As the successors to two great historical empires, Turkey and Russia, over the previous twenty years, appear to have buried their respective past hostility and have been able to cooperate pragmatically and productively on a bilateral basis. Due to the growing importance of energy trade, Russia has become Turkey’s second-largest trading partner. Russian holidaymakers flock each year to Turkey’s Mediterranean beaches. Turkish construction firms have been building and renovating throughout Russia, including the State Duma. There are serious differences of course between the two countries’ policies and approaches, but there is also an appreciable degree of commonality and a measure of mutual respect. Now that both Russia and Turkey are intimately involved in international relations along the line from the Bosporus to the Hindu Kush (and south and north thereof), it is important to discuss the prospects for their cooperation and conflict in the region. (The Balkans should be left aside, as an area where the EU has the leading role). The practical question for policymakers is how can the positives in the Turkish-Russian relationship be enhanced and the negatives minimized, for the sake of both countries’ interests and those of regional security?
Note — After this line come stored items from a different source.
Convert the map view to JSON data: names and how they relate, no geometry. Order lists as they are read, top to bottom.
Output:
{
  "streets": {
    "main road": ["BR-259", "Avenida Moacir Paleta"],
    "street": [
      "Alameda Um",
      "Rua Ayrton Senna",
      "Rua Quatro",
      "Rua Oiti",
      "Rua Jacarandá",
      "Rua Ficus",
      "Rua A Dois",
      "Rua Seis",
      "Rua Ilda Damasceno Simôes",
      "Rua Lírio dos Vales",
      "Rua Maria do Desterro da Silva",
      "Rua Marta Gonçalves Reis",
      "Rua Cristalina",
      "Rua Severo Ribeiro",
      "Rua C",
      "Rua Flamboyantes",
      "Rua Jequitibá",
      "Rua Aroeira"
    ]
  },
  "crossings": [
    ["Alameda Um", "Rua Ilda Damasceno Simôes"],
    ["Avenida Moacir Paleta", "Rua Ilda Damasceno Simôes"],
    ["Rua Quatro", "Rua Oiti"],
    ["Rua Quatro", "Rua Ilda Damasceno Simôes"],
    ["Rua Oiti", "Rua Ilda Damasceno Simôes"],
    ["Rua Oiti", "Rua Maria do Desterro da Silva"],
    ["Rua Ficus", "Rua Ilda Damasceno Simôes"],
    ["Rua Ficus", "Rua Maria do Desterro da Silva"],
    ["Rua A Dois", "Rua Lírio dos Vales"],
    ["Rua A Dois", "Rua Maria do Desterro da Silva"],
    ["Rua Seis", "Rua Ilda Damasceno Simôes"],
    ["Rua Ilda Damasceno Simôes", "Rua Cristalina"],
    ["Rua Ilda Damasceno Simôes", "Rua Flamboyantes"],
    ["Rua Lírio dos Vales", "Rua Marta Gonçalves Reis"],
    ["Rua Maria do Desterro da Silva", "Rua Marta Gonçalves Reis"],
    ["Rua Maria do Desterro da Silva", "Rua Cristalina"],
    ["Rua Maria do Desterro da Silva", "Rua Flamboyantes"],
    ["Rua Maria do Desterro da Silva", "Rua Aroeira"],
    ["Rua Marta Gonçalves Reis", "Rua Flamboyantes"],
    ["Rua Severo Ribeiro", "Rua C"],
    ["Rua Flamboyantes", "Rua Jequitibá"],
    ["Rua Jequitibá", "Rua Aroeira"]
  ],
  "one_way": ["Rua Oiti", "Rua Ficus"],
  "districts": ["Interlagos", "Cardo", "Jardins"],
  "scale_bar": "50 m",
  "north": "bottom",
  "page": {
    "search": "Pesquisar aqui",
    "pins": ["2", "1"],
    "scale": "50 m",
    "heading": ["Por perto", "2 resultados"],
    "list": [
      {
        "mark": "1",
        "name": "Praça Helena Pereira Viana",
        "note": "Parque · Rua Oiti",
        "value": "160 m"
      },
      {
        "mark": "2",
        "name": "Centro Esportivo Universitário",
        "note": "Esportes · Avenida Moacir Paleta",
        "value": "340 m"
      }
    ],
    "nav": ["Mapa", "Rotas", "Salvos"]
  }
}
This article will first assess the new quality of Russo-Turkish relations in order to establish how strong and resilient the foundation is for broader regional cooperation between Moscow and Ankara. It will then proceed to analyze Turkey’s and Russia’s approaches to some of the regional issues, from Syria to Afghanistan and from the Caucasus to Cyprus. Finally, the article will conclude with recommendations to the Russian and Turkish policy communities as to the ways to enhance cooperation in pursuing their common interests more effectively and as to the means of narrowing and managing their differences.
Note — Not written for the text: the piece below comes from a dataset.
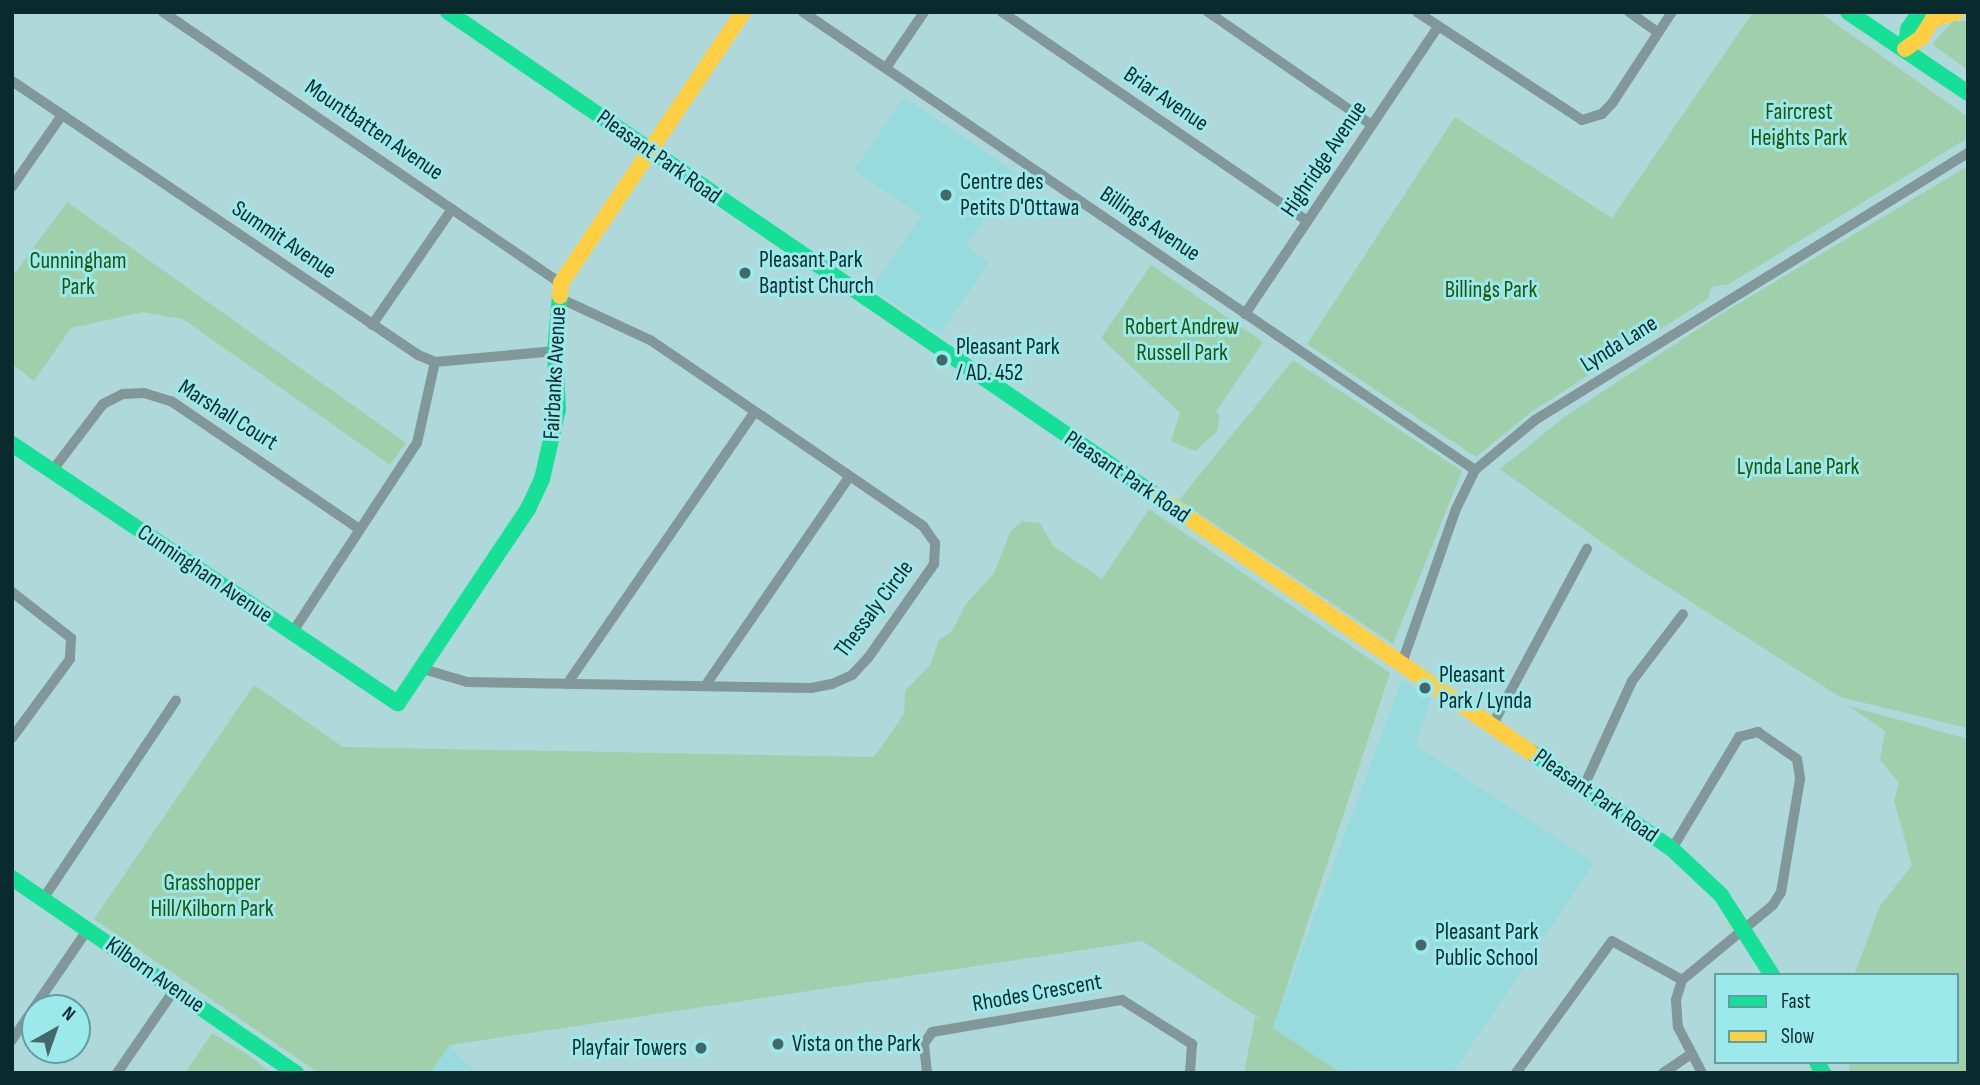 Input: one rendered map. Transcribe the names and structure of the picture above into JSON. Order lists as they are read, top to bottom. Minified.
{"streets":{"street":["Briar Avenue","Mountbatten Avenue","Pleasant Park Road","Highridge Avenue","Billings Avenue","Summit Avenue","Lynda Lane","Fairbanks Avenue","Marshall Court","Cunningham Avenue","Thessaly Circle","Kilborn Avenue","Rhodes Crescent"]},"crossings":[["Briar Avenue","Highridge Avenue"],["Mountbatten Avenue","Fairbanks Avenue"],["Mountbatten Avenue","Thessaly Circle"],["Pleasant Park Road","Lynda Lane"],["Pleasant Park Road","Fairbanks Avenue"],["Highridge Avenue","Billings Avenue"],["Billings Avenue","Lynda Lane"],["Fairbanks Avenue","Cunningham Avenue"],["Fairbanks Avenue","Thessaly Circle"],["Marshall Court","Cunningham Avenue"]],"parks":["Faircrest Heights Park","Cunningham Park","Billings Park","Robert Andrew Russell Park","Lynda Lane Park","Grasshopper Hill/Kilborn Park"],"places":["Centre des Petits D'Ottawa","Pleasant Park Baptist Church","Pleasant Park / AD. 452","Pleasant Park / Lynda","Pleasant Park Public School","Vista on the Park","Playfair Towers"],"legend":["Fast","Slow"],"north":"top right"}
New Quality of Russo-Turkish Relations
For two centuries, the Ottoman and Russian empires were engaged in a seemingly never-ending contest for regional primacy. From the days of Peter the Great, rising Russia was generally on the offensive and the Ottomans, which by that very time had entered their long and steady decline, were basically defending their sphere of influence, only occasionally counter-attacking. The epic struggle also had a religious element, with Orthodox Russia positing itself as the defender of Christians against the Muslim Turks. Russia’s goals were far-reaching and ultimately included wrestling control over the Turkish Straits and over the Ottoman capital itself, which the Russians called Constantinople or Tsargrad and claimed as part of their historical patrimony. The simultaneous collapse of the two empires, as a result of World War I, and the subsequent internal changes in Russia and Turkey ushered in a more stable period in the bilateral relationship. However, these relations became more distant as the two countries became more inward looking. The outcome of World War II turned Soviet Russia into the mightiest power of the Old World. Stalin’s attempts to extend the Soviet zone of influence to Turkey pushed Ankara into the American camp at the start of the Cold War. As a NATO member with the largest conventional force after America’s, Turkey remained, for the duration of the 40-year confrontation, a frontline state on the Cold War’s southern flank.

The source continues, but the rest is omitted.